Below, I will trace how Bilir-Meier’s film Semra Ertan has invited me to try my hand at a materially based figurative interpretation. I lay out in detail how I engage with particular material qualities as haptic sonic textures in order to associate them with specific aspects of the political message the film otherwise communicates on a textual level. Figurative, in this context, means that my method builds meaning with, not from, the material qualities of sounds. Calling my method figurative, I want to amplify that this meaning does not come from the sonic textures themselves and alone, or that their materiality somehow carried and contained such meaning. Rather, I mean to signpost that the meaning I make is a product of me perceiving materiality and history together. I get to it from sounding an aesthetic likeness, correspondence, and/or resonance between the material qualities I encounter (in a haptic and tactile fashion) when listening, and the quality of narrated human experiences that I learn about (in a more abstract way) when reading a text. I do so by close listening to both the artist and her work. For this paper, I have spent time sitting and thinking with Semra Ertan (the film), with Bilir-Meier’s written reflections on Semra Ertan’s and her own artistic work (2016; 2018), with Ertan’s poetry (as anthologized by Zühal and Cana Bilir-Meier for edition assemblage in 2020), and with the transcript of a personal conversation that Cana Bilir-Meier generously agreed to hold with me in June 2022. I will address the concrete interpretative form that my feeling for sonic materiality takes and how it situates me as an intertextual listening subject, one who stays connected to a world of words even in the moment of close physical, sonic encounter: it matters what I have read in regard to Semra Ertan’s personal story and about the history of migrant labor in Germany in the 1970s and 1980s. Historical context and political meaning-making, I will argue, co-shape the associations I gravitate towards as I meet the physical sonicity of Bilir-Meier’s work. I further argue that, as a Dominanz subject, I need to learn from both the textual and the sensual cues Bilir-Meier’s film presents.

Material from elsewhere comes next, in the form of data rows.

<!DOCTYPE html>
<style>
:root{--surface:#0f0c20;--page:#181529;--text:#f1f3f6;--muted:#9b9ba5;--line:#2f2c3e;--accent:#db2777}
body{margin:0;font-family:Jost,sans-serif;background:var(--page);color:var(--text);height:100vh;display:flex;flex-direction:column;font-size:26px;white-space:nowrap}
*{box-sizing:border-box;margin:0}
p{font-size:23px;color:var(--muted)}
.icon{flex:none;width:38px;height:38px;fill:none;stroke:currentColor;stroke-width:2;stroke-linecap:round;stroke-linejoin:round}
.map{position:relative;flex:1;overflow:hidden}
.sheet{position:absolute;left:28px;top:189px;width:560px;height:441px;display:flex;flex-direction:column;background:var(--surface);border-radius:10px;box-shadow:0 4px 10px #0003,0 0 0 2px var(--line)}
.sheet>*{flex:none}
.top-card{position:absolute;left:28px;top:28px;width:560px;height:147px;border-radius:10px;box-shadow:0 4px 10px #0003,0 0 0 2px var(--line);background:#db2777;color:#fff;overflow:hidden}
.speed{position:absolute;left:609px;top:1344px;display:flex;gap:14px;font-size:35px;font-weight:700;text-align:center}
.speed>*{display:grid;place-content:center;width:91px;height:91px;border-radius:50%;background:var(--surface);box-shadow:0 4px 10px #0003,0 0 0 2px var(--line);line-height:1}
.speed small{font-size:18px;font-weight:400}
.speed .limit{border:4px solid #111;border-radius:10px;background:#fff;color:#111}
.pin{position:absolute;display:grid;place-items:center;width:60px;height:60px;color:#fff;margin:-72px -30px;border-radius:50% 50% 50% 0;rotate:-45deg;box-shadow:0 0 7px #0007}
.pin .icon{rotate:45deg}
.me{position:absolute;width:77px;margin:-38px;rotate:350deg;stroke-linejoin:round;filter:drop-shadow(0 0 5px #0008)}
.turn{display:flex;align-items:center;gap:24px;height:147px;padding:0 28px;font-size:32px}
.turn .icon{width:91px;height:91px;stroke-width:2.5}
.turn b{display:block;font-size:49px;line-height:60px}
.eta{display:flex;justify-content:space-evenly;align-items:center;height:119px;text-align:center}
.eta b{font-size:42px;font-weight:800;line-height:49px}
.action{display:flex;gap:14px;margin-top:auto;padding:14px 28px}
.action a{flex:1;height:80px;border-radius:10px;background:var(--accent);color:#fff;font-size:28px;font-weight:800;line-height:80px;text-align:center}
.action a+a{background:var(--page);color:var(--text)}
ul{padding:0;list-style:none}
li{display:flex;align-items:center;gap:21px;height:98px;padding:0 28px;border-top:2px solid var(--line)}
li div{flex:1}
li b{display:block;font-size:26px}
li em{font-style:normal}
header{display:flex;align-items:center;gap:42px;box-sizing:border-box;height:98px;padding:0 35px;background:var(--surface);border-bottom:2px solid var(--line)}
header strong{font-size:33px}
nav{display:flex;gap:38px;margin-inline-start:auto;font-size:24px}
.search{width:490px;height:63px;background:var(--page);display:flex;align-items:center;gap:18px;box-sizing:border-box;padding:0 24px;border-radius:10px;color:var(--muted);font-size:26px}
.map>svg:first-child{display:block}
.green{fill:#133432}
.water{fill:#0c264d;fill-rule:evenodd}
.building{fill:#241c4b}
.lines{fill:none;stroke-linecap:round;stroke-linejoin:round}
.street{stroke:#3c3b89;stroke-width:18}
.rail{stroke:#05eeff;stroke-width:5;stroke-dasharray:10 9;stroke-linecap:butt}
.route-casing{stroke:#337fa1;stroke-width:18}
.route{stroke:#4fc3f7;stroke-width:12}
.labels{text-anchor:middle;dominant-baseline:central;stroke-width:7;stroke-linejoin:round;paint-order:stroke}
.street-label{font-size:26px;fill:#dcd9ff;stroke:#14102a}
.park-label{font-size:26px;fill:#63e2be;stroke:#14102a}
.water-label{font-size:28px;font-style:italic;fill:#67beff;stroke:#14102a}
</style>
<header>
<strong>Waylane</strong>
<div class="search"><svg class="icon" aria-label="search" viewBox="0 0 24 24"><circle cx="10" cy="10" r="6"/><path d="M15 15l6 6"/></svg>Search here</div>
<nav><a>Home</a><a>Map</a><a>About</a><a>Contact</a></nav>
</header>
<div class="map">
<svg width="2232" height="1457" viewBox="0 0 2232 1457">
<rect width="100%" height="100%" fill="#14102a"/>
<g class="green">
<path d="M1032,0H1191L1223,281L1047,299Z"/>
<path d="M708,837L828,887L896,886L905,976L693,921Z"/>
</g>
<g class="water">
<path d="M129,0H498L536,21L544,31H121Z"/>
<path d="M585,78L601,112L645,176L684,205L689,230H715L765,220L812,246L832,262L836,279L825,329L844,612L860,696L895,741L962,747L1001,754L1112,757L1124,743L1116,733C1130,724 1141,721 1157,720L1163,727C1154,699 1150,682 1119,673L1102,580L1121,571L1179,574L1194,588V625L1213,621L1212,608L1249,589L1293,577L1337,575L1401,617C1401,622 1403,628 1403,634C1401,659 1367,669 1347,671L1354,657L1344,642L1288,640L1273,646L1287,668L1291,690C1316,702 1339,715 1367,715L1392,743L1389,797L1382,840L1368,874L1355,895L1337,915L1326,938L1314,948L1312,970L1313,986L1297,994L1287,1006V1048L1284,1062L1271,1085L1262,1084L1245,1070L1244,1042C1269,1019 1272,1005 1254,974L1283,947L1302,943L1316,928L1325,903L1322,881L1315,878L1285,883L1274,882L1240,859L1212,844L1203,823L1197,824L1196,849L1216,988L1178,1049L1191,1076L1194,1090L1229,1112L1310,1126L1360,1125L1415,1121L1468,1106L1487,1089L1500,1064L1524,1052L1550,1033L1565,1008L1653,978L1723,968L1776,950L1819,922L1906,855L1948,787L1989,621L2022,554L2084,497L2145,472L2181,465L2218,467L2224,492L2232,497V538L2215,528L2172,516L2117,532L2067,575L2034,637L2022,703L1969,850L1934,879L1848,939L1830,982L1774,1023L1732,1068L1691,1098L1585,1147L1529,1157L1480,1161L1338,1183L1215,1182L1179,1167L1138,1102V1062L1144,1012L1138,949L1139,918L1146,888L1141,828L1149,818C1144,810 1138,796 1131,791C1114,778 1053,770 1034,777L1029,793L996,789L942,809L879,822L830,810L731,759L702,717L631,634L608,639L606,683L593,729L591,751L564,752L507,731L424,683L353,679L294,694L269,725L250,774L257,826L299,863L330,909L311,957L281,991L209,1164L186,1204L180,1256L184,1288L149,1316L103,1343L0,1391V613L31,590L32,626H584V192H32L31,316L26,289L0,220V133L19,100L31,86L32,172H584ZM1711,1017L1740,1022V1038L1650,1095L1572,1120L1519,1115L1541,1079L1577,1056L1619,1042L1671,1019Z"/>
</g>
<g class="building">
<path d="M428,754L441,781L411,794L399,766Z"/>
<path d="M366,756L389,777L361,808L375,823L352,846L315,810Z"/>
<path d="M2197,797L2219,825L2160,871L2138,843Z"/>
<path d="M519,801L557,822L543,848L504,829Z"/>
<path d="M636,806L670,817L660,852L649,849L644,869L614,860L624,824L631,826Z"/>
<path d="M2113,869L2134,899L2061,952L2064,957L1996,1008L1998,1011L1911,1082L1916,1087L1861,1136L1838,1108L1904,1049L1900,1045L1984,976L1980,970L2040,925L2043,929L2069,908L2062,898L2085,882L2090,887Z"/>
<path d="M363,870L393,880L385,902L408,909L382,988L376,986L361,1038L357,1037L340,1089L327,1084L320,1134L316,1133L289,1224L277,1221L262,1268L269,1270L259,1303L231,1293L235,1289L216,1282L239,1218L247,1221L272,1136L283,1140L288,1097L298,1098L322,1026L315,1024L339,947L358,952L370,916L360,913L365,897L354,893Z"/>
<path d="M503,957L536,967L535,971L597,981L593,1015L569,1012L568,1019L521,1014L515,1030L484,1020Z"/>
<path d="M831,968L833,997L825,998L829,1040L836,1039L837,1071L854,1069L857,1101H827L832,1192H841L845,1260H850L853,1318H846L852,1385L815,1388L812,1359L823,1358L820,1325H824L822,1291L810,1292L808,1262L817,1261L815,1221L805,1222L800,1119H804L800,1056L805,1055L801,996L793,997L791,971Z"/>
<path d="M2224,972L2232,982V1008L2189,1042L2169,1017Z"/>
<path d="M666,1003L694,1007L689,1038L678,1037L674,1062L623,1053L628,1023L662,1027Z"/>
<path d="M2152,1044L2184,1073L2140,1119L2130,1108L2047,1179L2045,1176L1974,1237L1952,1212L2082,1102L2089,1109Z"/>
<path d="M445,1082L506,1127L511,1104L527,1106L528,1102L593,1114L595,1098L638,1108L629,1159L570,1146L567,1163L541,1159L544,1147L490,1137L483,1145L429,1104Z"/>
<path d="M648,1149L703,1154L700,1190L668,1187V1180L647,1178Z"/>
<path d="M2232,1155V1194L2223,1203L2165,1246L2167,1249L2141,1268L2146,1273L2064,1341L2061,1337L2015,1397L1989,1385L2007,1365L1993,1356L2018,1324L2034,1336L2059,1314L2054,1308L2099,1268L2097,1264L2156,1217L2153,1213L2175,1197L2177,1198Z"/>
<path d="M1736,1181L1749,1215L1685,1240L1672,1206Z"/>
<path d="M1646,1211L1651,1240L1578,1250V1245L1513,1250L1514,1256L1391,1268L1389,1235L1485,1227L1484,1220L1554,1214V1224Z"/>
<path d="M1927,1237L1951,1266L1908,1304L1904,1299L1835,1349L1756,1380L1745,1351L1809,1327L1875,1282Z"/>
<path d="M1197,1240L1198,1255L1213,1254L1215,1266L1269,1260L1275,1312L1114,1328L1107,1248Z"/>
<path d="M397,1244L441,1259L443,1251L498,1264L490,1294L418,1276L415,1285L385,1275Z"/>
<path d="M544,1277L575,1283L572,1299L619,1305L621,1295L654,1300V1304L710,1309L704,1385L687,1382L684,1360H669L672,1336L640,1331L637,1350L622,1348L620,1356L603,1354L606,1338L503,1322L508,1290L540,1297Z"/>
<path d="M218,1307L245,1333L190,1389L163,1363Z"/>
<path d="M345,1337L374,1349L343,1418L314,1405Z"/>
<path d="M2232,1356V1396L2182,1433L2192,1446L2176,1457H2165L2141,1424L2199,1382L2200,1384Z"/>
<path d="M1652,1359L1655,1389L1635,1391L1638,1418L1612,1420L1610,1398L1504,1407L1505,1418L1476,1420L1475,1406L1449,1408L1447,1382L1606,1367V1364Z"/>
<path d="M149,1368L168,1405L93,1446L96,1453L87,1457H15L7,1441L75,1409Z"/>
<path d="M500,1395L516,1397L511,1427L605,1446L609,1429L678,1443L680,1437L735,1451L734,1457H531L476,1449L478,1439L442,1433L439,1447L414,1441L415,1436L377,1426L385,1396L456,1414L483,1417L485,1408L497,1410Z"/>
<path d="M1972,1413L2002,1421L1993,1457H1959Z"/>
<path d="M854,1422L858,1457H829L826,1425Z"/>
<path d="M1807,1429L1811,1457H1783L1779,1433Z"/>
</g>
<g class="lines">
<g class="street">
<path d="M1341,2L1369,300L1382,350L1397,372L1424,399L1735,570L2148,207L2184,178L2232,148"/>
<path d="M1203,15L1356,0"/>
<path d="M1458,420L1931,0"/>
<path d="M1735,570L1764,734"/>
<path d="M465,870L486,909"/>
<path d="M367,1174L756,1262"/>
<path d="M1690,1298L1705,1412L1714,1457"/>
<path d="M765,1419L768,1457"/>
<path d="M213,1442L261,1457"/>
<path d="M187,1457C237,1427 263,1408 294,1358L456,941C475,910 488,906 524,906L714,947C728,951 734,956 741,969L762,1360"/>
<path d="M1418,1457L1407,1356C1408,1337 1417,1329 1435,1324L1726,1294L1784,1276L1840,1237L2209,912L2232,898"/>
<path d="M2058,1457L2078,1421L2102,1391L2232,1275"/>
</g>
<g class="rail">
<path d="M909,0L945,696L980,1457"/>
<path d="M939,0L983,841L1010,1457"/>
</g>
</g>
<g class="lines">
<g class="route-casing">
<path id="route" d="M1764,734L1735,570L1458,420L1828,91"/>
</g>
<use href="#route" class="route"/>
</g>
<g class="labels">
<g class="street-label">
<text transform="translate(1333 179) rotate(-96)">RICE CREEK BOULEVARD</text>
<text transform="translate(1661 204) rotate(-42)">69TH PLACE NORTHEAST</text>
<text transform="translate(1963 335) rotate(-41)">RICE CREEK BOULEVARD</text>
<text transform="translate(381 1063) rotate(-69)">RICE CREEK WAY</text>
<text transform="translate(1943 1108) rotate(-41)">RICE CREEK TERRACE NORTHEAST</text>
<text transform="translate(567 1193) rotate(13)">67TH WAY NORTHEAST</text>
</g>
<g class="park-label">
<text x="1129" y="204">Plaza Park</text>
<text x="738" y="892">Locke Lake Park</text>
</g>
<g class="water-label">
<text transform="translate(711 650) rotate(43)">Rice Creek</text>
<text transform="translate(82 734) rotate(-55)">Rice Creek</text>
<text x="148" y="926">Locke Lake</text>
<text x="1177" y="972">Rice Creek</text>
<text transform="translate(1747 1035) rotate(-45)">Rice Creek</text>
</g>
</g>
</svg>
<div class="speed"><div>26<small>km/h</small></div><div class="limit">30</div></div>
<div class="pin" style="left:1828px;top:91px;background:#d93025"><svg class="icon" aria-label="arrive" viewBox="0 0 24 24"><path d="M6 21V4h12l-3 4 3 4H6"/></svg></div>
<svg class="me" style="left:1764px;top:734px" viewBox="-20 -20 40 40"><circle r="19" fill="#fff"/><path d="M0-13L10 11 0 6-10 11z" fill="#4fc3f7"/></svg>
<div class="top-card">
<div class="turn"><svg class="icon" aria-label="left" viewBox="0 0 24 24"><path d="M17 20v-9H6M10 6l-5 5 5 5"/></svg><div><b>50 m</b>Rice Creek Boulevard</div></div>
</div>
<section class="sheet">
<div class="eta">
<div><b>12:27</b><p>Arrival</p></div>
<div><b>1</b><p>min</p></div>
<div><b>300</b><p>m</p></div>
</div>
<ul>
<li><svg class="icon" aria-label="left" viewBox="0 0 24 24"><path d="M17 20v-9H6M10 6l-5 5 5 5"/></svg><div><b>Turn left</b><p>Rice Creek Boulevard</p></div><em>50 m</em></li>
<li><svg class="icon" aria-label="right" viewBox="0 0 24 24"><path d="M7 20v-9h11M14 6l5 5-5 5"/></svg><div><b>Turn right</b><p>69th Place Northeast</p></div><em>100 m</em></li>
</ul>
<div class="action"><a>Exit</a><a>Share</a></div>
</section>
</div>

Of my sonic encounter with Semra Ertan, I ask:
How can one bring a sensitivity for sonic materialities into an analysis of Bilir-Meier’s film and remain responsive to the importance of situatedness that the work calls upon?
More precisely:
How can I bring a sensitivity for sonic materialities into my analysis of Bilir-Meier’s film?
How can I communicate in which ways the sonicity of Bilir-Meier’s artistic strategies has moved me to interpretation – and what does this being-moved-ness give back to my own academic thinking about sonic methodology?
Finally, and perhaps most importantly: how will I remain responsive to differences in situatedness, as they emerge in my sonic encounter with the work, while also processing sound textures into meaning through my own listening body?